▶ _Your task_: From the listing below, retype exactly the line holding "down. Keep it on one line.", the line holding "For a GIS import: Transcribe", and the lines between them; skip everything else.

▶ _Source material_:
BEGIN

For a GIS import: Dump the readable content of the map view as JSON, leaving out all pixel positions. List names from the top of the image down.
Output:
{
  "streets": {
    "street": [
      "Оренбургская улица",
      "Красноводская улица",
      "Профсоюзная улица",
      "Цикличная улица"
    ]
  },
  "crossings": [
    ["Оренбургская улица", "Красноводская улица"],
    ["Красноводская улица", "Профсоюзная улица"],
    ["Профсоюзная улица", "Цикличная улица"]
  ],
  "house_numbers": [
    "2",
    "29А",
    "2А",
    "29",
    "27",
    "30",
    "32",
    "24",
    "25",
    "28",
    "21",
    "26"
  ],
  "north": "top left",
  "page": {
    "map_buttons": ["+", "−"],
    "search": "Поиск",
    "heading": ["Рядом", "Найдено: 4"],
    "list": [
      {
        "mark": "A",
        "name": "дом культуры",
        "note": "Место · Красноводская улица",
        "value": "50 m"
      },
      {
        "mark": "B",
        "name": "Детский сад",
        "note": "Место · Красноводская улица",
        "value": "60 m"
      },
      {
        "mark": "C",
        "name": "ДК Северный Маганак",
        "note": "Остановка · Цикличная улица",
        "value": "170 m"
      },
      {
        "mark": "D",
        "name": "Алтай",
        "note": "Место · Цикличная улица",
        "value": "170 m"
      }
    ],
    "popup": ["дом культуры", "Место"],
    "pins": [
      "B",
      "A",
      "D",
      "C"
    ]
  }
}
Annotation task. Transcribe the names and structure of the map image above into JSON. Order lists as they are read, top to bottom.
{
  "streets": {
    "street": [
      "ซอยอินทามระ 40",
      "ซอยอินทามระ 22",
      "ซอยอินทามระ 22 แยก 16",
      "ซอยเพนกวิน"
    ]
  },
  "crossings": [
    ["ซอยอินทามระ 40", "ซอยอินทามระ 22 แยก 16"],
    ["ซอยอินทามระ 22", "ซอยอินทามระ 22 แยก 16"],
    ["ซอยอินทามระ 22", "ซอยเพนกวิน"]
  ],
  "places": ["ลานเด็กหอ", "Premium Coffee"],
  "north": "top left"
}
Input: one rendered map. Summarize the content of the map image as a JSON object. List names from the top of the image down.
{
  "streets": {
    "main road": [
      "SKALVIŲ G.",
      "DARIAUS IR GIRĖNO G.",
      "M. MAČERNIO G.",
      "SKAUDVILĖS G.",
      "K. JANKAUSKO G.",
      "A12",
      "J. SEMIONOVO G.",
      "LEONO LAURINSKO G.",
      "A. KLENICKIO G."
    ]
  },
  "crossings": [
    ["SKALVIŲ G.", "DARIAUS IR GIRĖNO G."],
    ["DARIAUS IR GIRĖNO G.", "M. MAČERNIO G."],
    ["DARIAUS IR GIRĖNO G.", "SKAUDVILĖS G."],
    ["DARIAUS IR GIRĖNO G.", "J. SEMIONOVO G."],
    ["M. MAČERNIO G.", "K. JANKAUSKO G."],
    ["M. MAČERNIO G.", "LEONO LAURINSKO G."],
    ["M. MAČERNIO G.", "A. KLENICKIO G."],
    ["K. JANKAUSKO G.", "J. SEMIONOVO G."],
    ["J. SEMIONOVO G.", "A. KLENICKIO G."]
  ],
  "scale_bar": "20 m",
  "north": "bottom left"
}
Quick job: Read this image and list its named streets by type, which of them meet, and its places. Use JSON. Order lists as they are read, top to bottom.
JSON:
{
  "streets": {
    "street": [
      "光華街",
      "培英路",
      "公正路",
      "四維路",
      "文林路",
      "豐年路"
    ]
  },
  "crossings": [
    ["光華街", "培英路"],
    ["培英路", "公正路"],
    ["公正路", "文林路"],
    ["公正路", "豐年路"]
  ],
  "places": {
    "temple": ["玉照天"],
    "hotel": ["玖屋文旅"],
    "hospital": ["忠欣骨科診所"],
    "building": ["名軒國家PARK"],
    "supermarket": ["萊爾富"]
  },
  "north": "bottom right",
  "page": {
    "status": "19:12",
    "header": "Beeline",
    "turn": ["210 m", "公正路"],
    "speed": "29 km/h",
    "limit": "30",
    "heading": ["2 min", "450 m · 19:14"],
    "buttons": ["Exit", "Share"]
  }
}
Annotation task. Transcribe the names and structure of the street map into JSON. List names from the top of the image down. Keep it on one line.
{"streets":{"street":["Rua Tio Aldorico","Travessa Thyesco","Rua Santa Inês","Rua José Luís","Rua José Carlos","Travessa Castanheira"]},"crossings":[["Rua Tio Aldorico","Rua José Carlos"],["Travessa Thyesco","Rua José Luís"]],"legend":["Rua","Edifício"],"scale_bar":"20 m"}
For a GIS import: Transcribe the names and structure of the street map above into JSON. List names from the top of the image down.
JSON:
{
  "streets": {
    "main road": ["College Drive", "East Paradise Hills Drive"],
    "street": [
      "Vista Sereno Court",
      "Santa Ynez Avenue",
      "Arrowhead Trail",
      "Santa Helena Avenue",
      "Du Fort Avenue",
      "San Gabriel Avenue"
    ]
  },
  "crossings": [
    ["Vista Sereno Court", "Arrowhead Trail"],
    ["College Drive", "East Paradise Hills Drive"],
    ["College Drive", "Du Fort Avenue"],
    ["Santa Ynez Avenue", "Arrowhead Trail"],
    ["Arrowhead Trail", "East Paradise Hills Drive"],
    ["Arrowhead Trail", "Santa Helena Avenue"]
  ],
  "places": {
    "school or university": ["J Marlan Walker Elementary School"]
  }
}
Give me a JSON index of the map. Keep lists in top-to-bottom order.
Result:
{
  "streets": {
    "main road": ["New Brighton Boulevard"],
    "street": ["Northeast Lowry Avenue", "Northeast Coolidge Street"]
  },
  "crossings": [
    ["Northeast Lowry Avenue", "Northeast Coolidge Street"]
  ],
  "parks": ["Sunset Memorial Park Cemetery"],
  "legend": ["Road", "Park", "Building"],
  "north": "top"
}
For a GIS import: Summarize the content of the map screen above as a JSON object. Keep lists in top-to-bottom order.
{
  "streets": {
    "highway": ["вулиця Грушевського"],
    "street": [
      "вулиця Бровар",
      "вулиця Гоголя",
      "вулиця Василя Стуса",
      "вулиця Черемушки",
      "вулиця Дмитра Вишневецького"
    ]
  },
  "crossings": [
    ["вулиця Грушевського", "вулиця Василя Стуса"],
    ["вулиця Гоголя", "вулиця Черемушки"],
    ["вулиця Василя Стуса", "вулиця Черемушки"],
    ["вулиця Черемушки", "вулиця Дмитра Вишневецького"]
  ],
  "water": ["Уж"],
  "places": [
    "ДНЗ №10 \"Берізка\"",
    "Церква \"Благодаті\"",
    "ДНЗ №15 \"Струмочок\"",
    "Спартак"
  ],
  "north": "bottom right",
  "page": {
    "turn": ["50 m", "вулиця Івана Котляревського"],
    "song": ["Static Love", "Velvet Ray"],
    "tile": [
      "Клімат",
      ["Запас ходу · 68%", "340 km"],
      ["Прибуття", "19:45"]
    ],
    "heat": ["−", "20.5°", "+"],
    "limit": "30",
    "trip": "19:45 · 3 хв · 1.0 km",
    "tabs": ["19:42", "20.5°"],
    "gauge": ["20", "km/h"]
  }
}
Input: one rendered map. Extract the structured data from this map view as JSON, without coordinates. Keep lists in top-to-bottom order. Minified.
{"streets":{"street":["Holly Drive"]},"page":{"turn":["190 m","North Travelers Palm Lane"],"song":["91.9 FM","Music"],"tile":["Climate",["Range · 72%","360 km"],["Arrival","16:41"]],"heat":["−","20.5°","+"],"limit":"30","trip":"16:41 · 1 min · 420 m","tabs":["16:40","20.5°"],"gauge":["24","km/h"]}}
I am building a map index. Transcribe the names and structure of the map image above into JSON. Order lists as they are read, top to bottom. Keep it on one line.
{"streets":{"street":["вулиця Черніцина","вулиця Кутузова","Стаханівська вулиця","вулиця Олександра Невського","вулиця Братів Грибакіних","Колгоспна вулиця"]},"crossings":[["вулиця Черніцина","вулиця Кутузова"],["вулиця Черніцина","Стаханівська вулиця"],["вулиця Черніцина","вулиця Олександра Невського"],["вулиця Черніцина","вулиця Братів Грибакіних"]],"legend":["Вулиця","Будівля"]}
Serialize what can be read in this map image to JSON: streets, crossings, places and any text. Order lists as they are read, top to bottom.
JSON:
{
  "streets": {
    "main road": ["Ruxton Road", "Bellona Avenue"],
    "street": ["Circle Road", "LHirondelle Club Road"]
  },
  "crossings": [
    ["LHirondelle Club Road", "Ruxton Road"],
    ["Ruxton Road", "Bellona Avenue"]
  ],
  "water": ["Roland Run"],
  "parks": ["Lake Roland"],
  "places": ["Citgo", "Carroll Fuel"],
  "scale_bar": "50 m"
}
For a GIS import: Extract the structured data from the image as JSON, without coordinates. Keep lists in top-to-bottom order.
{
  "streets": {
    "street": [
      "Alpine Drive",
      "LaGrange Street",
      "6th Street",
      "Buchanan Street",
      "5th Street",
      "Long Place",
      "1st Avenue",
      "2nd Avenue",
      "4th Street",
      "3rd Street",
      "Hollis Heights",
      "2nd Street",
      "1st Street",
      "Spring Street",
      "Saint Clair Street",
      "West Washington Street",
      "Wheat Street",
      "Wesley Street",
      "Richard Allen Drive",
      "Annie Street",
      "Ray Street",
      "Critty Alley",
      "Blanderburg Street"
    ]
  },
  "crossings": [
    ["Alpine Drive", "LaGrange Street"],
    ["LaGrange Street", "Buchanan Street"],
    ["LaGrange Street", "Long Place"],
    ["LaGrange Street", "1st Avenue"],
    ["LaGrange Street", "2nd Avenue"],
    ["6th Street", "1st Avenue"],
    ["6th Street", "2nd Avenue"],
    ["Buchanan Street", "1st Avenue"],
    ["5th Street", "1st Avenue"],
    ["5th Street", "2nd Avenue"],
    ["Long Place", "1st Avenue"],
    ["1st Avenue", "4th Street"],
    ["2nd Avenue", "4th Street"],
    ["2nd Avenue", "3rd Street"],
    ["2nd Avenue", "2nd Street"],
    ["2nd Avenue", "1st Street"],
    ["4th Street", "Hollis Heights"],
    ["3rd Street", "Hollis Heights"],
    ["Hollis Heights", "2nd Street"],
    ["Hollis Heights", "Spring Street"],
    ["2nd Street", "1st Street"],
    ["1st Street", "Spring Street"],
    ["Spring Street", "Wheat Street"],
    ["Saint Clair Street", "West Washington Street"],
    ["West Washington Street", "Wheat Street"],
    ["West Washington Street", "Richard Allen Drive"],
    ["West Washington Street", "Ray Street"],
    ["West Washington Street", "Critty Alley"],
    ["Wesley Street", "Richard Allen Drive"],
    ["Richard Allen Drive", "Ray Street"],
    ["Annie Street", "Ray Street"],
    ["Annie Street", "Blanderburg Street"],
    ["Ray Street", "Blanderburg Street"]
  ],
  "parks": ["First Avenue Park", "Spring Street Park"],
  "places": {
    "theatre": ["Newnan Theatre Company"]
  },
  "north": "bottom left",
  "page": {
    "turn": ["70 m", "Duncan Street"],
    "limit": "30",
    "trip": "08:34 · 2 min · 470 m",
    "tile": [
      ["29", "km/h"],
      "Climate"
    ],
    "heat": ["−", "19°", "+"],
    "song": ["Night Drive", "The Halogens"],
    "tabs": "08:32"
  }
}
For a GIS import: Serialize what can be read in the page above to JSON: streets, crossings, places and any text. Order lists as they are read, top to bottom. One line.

END

▶ _Reply_:
Annotation task. Transcribe the names and structure of the street map into JSON. List names from the top of the image down. Keep it on one line.
{"streets":{"street":["Rua Tio Aldorico","Travessa Thyesco","Rua Santa Inês","Rua José Luís","Rua José Carlos","Travessa Castanheira"]},"crossings":[["Rua Tio Aldorico","Rua José Carlos"],["Travessa Thyesco","Rua José Luís"]],"legend":["Rua","Edifício"],"scale_bar":"20 m"}
For a GIS import: Transcribe the names and structure of the street map above into JSON. List names from the top of the image down.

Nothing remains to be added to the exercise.